A Medical Student’s Perspective on Imaging the World
How does working with Imaging The World--a global health organization--affect medical student learning?
My name is Asya Mu’Min. I am currently a 4th year medical student at the University of Vermont College of Medicine (UVM COM). My personal, work and academic experiences have led me to make the decision to pursue a medical career in Pediatrics. At the time I decided on this career path, I had yet to align myself with Imaging The World (ITW) and had not fathomed how a short duration of research could affect my medical school training. As a 4th year student, it was my obligation to select and arrange my schedule for the last year of my medical training. The purpose of this year is to expose each burgeoning physician with access to individual interests and learning experiences that were previously minimal or lacking in the initial academic and clinical years. These months are also utilized to solidify training experiences and acquire a foundation of additional skills.
There are a few requirements for each 4th-year medical student at the UVM COM to complete prior to graduating with sufficient accreditation. These requirements include completing an Emergency Medicine rotation, an acting internship in Internal Medicine and an acting internship in the specialty of choice. The flexibility of designing the year in conjunction with these stated academic requirements was a great benefit. The effort then became making the 14 month schedule well-rounded, diverse, a sufficient and adequate learning experience that would prepare me for the next phase of my medical training, residency.
I have spent the month of September 2012 assisting Imaging The World, through its collaboration with the medical school and affiliated hospital, Fletcher Allen Health Care. The objective of this organization is to bring radiologic technology to developing countries and regions of the world that lack these tools. The ultimate intent is to improve medical outcomes for the indigenous populations.
My duties and responsibilities with the organization have involved promoting a sonographic research protocol that compares the accuracy of images acquired by minimally trained laypersons—such as myself—using only anatomic landmarks to those that can be attained by professional sonographers. The validity of the protocol would allow for ultrasound guided treatment in regions of the world that are impoverished and have very little access to higher tier radiology, such as computerized tomography and magnetic resonance imaging. Currently, this protocol has been employed with obstetrical patients in Uganda, with wonderful results.

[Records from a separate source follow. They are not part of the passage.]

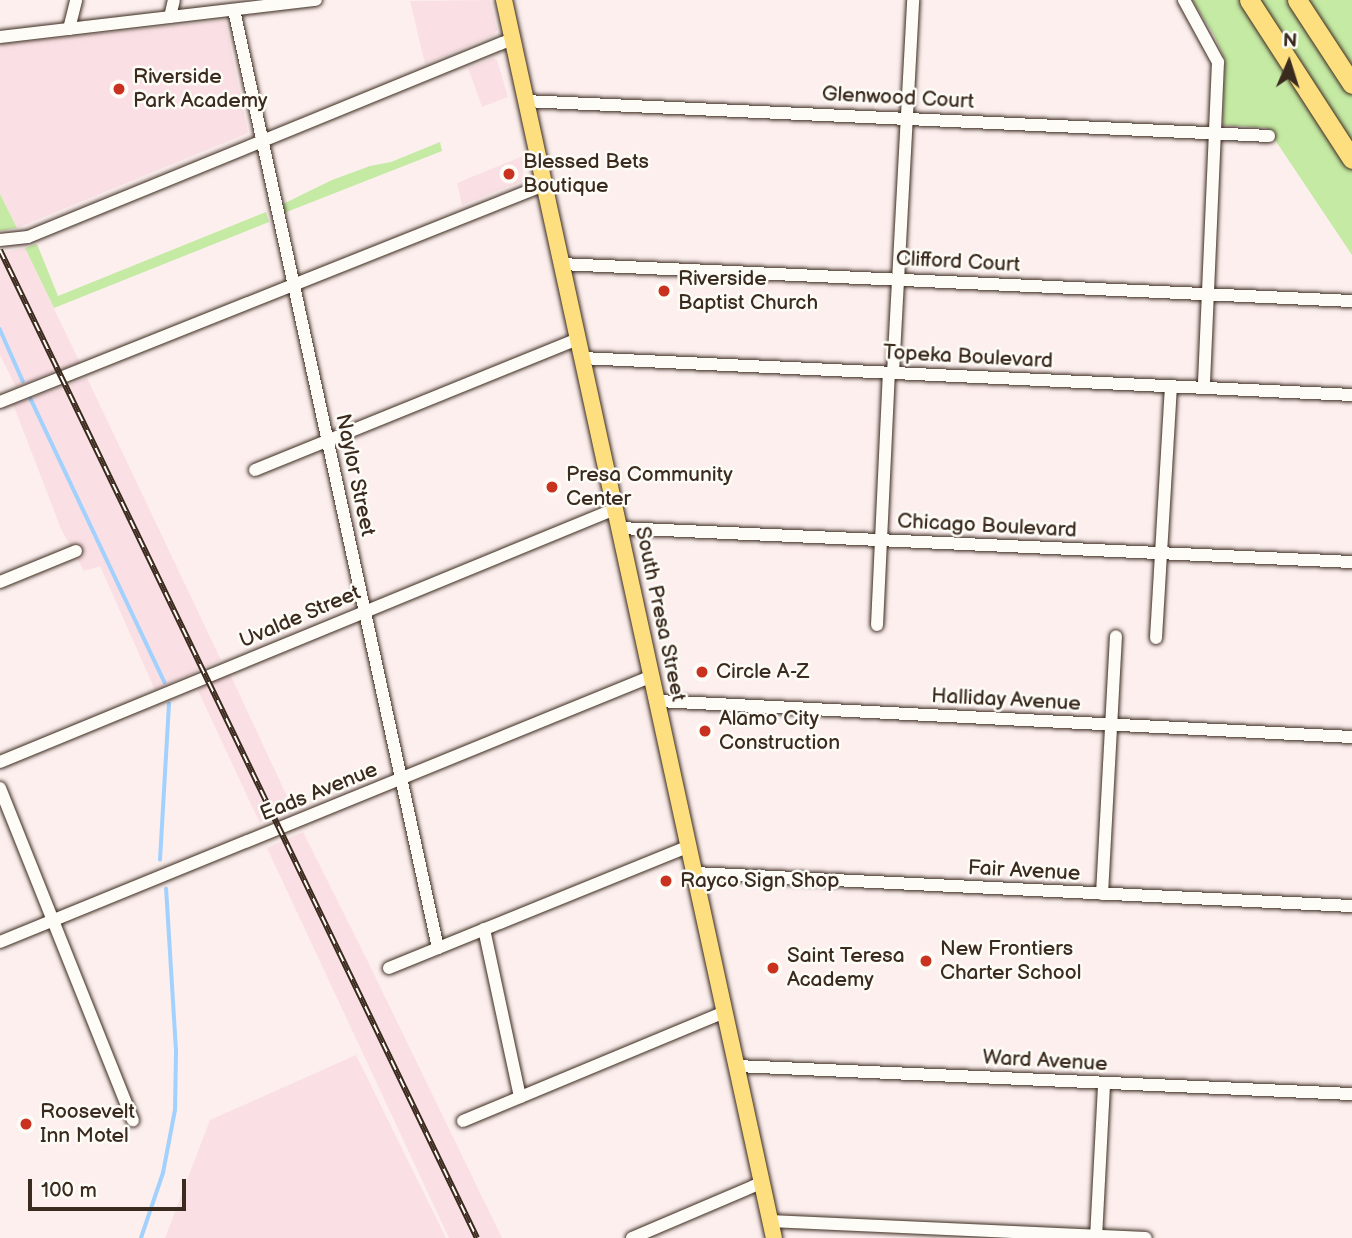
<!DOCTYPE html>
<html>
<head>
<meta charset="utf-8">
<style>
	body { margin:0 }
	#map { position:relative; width:1352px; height:1238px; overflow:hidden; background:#fcefee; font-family:"Balsamiq Sans",sans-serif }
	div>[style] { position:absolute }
	.built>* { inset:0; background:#fae0e4; transform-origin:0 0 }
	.green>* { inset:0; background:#c5eaa4 }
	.stream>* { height:3.5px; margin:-1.75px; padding:0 1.75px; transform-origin:1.75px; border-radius:1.75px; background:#a3d1fe }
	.roads { filter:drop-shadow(0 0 2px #3b2a1e) drop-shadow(0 0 2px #3b2a1e) }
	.minor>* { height:12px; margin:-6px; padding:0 6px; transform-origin:6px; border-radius:6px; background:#fdfcf7 }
	.major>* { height:16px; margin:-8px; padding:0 8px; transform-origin:8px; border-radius:8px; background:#fedf80 }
	.highway>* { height:19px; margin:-9.5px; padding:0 9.5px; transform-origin:9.5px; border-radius:9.5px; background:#fedf80 }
	.rail>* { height:6px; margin-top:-3px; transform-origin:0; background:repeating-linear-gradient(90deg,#fdfcf7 0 10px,#3b2a1e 0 20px); box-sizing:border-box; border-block:2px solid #3b2a1e }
	.dots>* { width:19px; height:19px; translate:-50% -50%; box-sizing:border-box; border:4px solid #fdfcf7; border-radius:50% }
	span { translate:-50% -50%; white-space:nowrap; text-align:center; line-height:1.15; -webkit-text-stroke:5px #fdfcf7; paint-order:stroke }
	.poi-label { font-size:21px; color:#3b2a1e }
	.left { translate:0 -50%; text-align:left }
	.street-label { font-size:21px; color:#3b2a1e }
	.north { position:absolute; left:1254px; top:28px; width:70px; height:70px; -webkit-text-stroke:5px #fdfcf7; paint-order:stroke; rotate:3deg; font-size:19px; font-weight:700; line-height:28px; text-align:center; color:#3b2a1e }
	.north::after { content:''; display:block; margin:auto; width:24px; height:32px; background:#3b2a1e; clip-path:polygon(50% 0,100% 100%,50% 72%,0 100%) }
	.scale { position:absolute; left:28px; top:1179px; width:158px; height:32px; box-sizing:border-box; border:4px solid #3b2a1e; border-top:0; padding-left:9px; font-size:21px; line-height:24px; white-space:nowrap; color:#3b2a1e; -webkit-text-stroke:5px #fdfcf7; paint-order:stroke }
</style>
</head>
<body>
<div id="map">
	<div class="built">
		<i style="clip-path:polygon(490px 0,497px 30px,494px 35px,425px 64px,410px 1px)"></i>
		<i style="clip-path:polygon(225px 20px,248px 133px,17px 228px,0 194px,0 44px)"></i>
		<i style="clip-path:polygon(493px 58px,497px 60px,508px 97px,482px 107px,468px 68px)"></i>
		<i style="clip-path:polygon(523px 156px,523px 181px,462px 205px,457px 183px)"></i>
		<i style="clip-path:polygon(25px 248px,81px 365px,57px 370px,16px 387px,0 355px,0 253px)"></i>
		<i style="clip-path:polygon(87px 378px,221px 660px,155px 690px,100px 566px,84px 571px,61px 529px,13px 404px)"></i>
		<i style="left:230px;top:674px;width:147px;height:36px;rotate:65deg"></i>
		<i style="clip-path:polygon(303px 832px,370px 966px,502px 1238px,449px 1238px,267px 848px)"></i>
		<i style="clip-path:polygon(356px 1055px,446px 1238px,165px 1238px,210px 1120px)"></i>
	</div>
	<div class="green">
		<i style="clip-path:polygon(1192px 0,1352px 0,1352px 255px,1267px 128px,1223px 125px,1225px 60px,1214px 35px)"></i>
		<i style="clip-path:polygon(440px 142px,442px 151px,284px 213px,283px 204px,332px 180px,370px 166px,391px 162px)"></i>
		<i style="clip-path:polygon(0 194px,17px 228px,0 231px)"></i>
		<i style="clip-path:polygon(266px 212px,269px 222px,54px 308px,25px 248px,37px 244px,58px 296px)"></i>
	</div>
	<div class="stream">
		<i style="left:0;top:329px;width:57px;rotate:66.1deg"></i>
		<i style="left:31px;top:399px;width:313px;rotate:64.7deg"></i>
		<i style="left:160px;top:860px;width:156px;rotate:-86.7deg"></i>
		<i style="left:141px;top:1238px;width:69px;rotate:-71.3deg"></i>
		<i style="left:163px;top:1173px;width:64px;rotate:-79.2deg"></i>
		<i style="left:175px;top:1110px;width:59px;rotate:-89deg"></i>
		<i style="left:176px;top:1051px;width:162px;rotate:-93.5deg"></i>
	</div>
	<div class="roads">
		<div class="minor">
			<i style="left:1184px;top:0;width:71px;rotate:61.3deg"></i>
			<i style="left:1218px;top:62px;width:326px;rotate:92.5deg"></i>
			<i style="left:234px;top:10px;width:960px;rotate:77.73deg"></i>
			<i style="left:170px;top:17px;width:17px;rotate:-77deg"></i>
			<i style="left:69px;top:29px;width:30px;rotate:-76deg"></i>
			<i style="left:0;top:37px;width:318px;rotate:-6.7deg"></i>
			<i style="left:525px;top:101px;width:745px;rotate:2.69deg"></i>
			<i style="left:0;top:240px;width:28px;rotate:-6deg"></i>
			<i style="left:28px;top:237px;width:523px;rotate:-22.25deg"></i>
			<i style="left:561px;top:264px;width:792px;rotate:2.68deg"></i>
			<i style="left:582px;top:358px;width:771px;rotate:2.75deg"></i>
			<i style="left:893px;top:373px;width:374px;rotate:-86.9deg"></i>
			<i style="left:0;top:402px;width:586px;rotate:-21.75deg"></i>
			<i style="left:255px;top:470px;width:349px;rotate:-22.1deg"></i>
			<i style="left:620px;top:528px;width:733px;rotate:2.66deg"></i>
			<i style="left:0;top:582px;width:82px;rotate:-22.2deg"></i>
			<i style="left:877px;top:625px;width:252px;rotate:-87.3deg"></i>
			<i style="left:1156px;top:638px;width:251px;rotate:-86.6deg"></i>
			<i style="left:658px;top:701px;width:695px;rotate:2.97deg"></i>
			<i style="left:0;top:762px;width:665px;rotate:-22.36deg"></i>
			<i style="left:0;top:788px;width:358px;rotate:68.2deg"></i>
			<i style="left:695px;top:873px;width:658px;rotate:2.88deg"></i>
			<i style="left:1102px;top:894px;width:258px;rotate:-86.9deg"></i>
			<i style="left:484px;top:929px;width:172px;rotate:77.9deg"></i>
			<i style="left:0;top:942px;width:704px;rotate:-22.19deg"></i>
			<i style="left:389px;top:968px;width:324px;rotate:-22.1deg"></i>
			<i style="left:737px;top:1066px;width:616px;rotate:2.61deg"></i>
			<i style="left:463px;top:1121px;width:284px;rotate:-22.6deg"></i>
			<i style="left:770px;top:1221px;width:376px;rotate:2.6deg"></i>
			<i style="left:632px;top:1238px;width:140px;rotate:-23.1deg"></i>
			<i style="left:1096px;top:1238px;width:155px;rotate:-87deg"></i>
		</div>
		<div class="major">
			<i style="left:504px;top:0;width:1267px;rotate:77.7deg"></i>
		</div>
		<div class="highway">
			<i style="left:1249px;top:0;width:189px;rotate:57.1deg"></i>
			<i style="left:1297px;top:0;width:100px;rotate:56.8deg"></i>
		</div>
	</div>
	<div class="rail">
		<i style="left:0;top:250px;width:1097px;rotate:64.23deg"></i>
	</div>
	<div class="dots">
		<i style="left:119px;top:89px;background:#c8321e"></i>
		<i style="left:509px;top:174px;background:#c8321e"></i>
		<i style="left:664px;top:291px;background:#c8321e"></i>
		<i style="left:552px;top:487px;background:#c8321e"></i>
		<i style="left:702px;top:672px;background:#c8321e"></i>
		<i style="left:705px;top:731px;background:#c8321e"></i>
		<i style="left:666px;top:881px;background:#c8321e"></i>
		<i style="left:926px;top:961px;background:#c8321e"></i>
		<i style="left:773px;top:968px;background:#c8321e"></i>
		<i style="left:26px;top:1124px;background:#c8321e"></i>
	</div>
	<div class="poi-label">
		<span class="left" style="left:133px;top:89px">Riverside<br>Park Academy</span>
		<span class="left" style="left:523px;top:174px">Blessed Bets<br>Boutique</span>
		<span class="left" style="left:678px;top:291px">Riverside<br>Baptist Church</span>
		<span class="left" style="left:566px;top:487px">Presa Community<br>Center</span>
		<span class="left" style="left:716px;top:672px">Circle A-Z</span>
		<span class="left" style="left:719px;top:731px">Alamo City<br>Construction</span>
		<span class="left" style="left:680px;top:881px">Rayco Sign Shop</span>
		<span class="left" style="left:940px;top:961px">New Frontiers<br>Charter School</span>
		<span class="left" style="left:787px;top:968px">Saint Teresa<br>Academy</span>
		<span class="left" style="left:40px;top:1124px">Roosevelt<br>Inn Motel</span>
	</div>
	<div class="street-label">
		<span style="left:898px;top:98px;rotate:3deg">Glenwood Court</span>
		<span style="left:958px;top:262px;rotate:3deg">Clifford Court</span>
		<span style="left:968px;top:357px;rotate:3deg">Topeka Boulevard</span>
		<span style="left:355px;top:475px;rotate:78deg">Naylor Street</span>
		<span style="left:987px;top:526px;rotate:3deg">Chicago Boulevard</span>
		<span style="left:660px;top:614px;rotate:78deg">South Presa Street</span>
		<span style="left:300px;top:617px;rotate:-23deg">Uvalde Street</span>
		<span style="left:1006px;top:700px;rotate:3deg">Halliday Avenue</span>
		<span style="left:319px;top:792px;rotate:-22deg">Eads Avenue</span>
		<span style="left:1024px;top:871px;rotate:3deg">Fair Avenue</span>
		<span style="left:1045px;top:1061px;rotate:3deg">Ward Avenue</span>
	</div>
	<div class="north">N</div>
	<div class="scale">100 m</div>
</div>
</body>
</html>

ITW employs ultrasound imaging as its primary tool. In my time with the organization, I have discovered that ultrasound is a simple yet remarkable device. Ultrasound allows for diagnostic images to be acquired from multiple anatomic sites, quickly, and may be used with a wide patient population. This is done with no radiation or necessity for sedation. It is also portable and relatively inexpensive.
Ultrasound technology has advanced from simple 2-dimensional images to multi-dimensional depictions that provide immediate diagnosis of pathology and impart accurate knowledge for treatment options. With these advancements in ultrasonographic technology, it is feasible to imagine this instrument will become the premier tool worldwide for medical imaging. As a future pediatrician, this technology will play a lead role in diagnostics.
During the 4 years of medical school training, students are not clinically instructed in using ultrasound. We are taught the diagnostic uses for ultrasound and descriptors for ultrasound images. Practical application remains the job of the trained sonographer. In my time with Imaging The World, the goal was not to instruct me in expert utilization of the ultrasound machine. The purpose was for minimal training. However, in this time, I became comfortable with the nuances of holding the transducer, proper placement of the wand on anatomic landmarks, application of necessary pressure, inputting patient data into the computer and changing settings that would impact the quality of images. I developed an appreciation for the difficulty in acquiring images with different ages and with a variety of body habitus.
As a medical student, I have found that invaluable learning experiences can be had working with nurses, technologists, and other allied health professionals who perform complementary work and studies that doctors are not expertly trained to perform. During my time working on the ITW research project, I had the great fortune of working with several phenomenal professional sonographers. They were always eager to provide impromptu tutorials on imaging pathology to include carotid stenosis, lymphoma findings in a patient with horseshoe kidney and left upper quadrant pain, ovarian cysts and normal bladder and renal findings in multiple women with recurrent UTIs. These encounters increased my appreciation for allied professionals who have other than medical degrees. I believe every medical student, resident and physician needs to be reminded of our limited scope of knowledge and appreciate that there are trained ancillary staff that allow us to do our jobs effectively and efficiently.
This research experience was an individual choice that I made as part of elective offerings. However, as I neared completion of the rotation, it became apparent that all medical students—no matter what ultimate field of pursuit--would benefit from working with Imaging The World. I became certified through the Institutional Review Board to participate in human research studies. I also learned the proper process for attaining informed consent from patients. Irrespective of the medical specialty or subspecialty, all practicing physicians at some point in their career will require that skill set. Not only does the organization expose students to the utilization of ultrasound technology, it is also an organization that builds a repertoire of career-long medical skills.